• [Work item] Repeat only these lines, exactly: the first line of the data, the line containing "position:relative; flex:1; overflow:hidden", and every line between them. Pictures stay out.

• [Records]
Start of Block
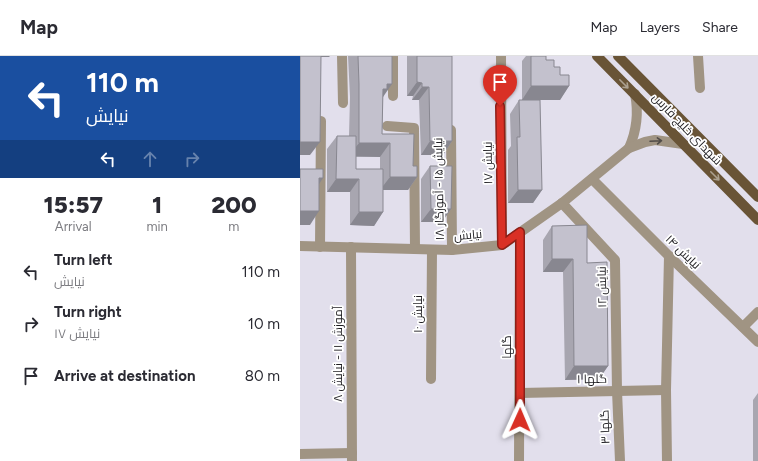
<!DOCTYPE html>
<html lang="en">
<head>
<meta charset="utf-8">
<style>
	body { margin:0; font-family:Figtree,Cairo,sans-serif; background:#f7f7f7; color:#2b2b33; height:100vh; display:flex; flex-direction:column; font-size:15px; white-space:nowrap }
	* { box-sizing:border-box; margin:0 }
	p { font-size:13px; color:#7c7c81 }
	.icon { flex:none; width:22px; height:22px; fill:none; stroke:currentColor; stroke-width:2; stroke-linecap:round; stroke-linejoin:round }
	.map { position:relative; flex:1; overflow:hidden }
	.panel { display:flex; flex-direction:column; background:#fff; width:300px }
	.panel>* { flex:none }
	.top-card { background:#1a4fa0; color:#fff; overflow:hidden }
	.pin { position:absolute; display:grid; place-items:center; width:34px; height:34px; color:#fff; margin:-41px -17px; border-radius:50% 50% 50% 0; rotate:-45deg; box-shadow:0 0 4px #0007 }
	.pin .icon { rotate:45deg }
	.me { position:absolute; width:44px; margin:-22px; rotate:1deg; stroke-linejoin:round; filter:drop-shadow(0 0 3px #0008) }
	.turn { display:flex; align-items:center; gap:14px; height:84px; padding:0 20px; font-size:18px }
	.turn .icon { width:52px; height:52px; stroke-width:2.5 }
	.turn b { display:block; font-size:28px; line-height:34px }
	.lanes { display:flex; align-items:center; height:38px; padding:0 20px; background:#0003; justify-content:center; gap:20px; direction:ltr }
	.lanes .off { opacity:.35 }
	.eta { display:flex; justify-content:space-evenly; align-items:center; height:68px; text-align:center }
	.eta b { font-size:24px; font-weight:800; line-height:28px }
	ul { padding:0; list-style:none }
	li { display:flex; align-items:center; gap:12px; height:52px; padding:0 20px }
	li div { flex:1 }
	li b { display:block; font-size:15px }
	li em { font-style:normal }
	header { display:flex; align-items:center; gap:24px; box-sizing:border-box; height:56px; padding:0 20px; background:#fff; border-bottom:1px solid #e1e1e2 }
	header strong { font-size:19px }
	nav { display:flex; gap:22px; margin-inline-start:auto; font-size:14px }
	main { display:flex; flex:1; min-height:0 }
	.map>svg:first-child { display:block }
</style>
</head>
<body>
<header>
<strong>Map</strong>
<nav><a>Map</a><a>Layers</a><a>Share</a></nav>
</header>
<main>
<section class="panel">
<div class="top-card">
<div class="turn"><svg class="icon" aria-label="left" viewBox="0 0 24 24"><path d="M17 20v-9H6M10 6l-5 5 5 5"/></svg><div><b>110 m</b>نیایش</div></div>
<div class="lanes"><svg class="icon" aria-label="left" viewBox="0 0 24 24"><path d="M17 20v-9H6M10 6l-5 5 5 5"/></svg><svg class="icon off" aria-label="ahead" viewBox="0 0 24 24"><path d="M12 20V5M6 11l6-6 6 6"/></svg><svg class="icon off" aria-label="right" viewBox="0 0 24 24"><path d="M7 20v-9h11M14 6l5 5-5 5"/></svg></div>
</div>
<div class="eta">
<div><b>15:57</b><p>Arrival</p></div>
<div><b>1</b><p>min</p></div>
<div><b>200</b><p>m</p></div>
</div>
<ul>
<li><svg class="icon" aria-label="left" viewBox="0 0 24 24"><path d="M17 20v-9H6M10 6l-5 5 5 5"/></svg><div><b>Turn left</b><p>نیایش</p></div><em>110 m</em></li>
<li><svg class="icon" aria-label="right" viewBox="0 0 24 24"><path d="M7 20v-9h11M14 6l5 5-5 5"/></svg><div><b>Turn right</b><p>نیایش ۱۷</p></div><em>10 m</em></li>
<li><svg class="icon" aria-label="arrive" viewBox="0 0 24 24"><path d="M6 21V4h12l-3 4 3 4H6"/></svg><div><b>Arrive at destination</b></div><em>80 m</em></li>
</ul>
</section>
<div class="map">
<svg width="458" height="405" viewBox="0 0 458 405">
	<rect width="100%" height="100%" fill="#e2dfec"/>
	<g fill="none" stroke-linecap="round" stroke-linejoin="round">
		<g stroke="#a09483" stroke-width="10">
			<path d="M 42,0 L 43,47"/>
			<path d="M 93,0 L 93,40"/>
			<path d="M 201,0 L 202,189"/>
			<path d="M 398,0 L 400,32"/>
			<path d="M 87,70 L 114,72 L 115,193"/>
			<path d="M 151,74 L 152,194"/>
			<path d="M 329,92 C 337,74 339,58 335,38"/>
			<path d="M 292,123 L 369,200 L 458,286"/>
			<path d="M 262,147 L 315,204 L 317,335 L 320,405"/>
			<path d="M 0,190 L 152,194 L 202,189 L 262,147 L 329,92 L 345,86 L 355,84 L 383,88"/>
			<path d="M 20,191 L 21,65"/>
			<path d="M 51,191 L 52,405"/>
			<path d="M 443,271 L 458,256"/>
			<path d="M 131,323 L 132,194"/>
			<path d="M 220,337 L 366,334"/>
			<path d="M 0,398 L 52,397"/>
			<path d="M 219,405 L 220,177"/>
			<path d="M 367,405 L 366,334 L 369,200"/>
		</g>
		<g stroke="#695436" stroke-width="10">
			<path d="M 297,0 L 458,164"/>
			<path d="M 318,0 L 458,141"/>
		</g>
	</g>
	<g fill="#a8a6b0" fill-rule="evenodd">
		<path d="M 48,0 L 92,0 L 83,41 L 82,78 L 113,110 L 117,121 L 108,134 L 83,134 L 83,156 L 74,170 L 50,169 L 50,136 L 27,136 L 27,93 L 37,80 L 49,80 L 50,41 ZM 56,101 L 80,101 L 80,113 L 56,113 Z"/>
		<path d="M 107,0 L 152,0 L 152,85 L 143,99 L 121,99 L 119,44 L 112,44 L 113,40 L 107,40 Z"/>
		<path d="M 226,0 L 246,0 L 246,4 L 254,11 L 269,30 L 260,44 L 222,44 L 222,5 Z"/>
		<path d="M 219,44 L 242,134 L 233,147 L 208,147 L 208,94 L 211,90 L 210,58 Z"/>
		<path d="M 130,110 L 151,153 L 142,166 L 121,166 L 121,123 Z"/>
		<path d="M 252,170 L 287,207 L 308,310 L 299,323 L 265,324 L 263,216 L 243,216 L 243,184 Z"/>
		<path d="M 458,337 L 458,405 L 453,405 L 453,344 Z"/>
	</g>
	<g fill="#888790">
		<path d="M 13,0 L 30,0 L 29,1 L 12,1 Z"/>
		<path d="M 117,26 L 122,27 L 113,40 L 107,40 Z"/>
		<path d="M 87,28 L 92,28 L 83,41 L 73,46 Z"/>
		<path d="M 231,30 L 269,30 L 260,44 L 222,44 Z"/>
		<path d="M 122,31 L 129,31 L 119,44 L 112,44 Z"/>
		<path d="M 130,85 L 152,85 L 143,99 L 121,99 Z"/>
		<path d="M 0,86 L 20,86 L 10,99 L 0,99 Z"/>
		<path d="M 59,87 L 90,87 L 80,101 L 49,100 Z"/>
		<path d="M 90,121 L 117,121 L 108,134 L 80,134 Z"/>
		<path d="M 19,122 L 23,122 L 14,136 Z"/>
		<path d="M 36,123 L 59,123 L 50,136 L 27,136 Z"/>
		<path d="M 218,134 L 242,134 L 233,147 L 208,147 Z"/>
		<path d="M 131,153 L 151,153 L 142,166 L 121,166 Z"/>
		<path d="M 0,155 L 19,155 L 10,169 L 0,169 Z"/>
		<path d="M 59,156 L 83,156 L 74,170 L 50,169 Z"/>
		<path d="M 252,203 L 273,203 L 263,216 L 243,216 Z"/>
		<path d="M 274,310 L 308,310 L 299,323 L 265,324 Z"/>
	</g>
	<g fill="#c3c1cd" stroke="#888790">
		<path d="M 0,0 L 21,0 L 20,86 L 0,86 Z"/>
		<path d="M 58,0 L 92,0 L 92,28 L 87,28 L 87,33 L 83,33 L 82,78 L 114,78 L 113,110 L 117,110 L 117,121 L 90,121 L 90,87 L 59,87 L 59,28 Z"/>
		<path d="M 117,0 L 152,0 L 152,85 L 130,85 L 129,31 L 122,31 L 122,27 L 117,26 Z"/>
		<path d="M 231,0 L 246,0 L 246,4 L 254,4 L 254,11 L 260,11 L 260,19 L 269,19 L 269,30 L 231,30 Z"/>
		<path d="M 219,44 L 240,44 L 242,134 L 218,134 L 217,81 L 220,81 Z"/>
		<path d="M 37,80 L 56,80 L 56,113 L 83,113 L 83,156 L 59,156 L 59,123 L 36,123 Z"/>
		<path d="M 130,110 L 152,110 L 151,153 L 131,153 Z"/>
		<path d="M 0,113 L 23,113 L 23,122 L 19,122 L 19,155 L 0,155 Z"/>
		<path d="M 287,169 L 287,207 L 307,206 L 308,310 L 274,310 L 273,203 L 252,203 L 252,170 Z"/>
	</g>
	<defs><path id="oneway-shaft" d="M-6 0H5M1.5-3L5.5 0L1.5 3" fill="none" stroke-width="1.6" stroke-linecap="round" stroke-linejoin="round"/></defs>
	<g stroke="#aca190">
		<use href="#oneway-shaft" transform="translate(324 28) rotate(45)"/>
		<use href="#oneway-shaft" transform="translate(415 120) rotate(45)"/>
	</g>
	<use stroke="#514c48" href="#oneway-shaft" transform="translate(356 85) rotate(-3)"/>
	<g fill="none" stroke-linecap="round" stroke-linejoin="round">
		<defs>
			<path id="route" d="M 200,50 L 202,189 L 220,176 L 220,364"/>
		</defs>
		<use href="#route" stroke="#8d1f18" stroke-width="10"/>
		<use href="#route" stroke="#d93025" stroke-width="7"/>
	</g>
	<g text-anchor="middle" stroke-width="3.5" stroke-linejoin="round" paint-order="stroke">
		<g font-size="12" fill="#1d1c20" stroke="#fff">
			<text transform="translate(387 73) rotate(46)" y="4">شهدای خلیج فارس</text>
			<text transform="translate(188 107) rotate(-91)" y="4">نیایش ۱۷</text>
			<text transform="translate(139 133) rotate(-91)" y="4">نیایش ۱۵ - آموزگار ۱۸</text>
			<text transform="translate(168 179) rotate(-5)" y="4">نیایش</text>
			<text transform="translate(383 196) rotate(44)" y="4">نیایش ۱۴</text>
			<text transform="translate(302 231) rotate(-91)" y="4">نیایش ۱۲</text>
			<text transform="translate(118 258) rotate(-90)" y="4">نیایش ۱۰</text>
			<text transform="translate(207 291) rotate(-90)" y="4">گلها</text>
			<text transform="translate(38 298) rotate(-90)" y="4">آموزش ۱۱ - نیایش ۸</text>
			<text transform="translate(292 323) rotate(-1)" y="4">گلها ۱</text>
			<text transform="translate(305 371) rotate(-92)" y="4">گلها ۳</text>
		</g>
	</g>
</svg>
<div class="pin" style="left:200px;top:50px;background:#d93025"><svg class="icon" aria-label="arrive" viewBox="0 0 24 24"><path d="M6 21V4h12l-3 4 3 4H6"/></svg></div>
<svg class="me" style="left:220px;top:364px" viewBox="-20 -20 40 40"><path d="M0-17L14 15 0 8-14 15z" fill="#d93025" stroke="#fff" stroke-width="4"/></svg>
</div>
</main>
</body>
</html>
End of Block
• [Output of the exercise]
<!DOCTYPE html>
<html lang="en">
<head>
<meta charset="utf-8">
<style>
	body { margin:0; font-family:Figtree,Cairo,sans-serif; background:#f7f7f7; color:#2b2b33; height:100vh; display:flex; flex-direction:column; font-size:15px; white-space:nowrap }
	* { box-sizing:border-box; margin:0 }
	p { font-size:13px; color:#7c7c81 }
	.icon { flex:none; width:22px; height:22px; fill:none; stroke:currentColor; stroke-width:2; stroke-linecap:round; stroke-linejoin:round }
	.map { position:relative; flex:1; overflow:hidden }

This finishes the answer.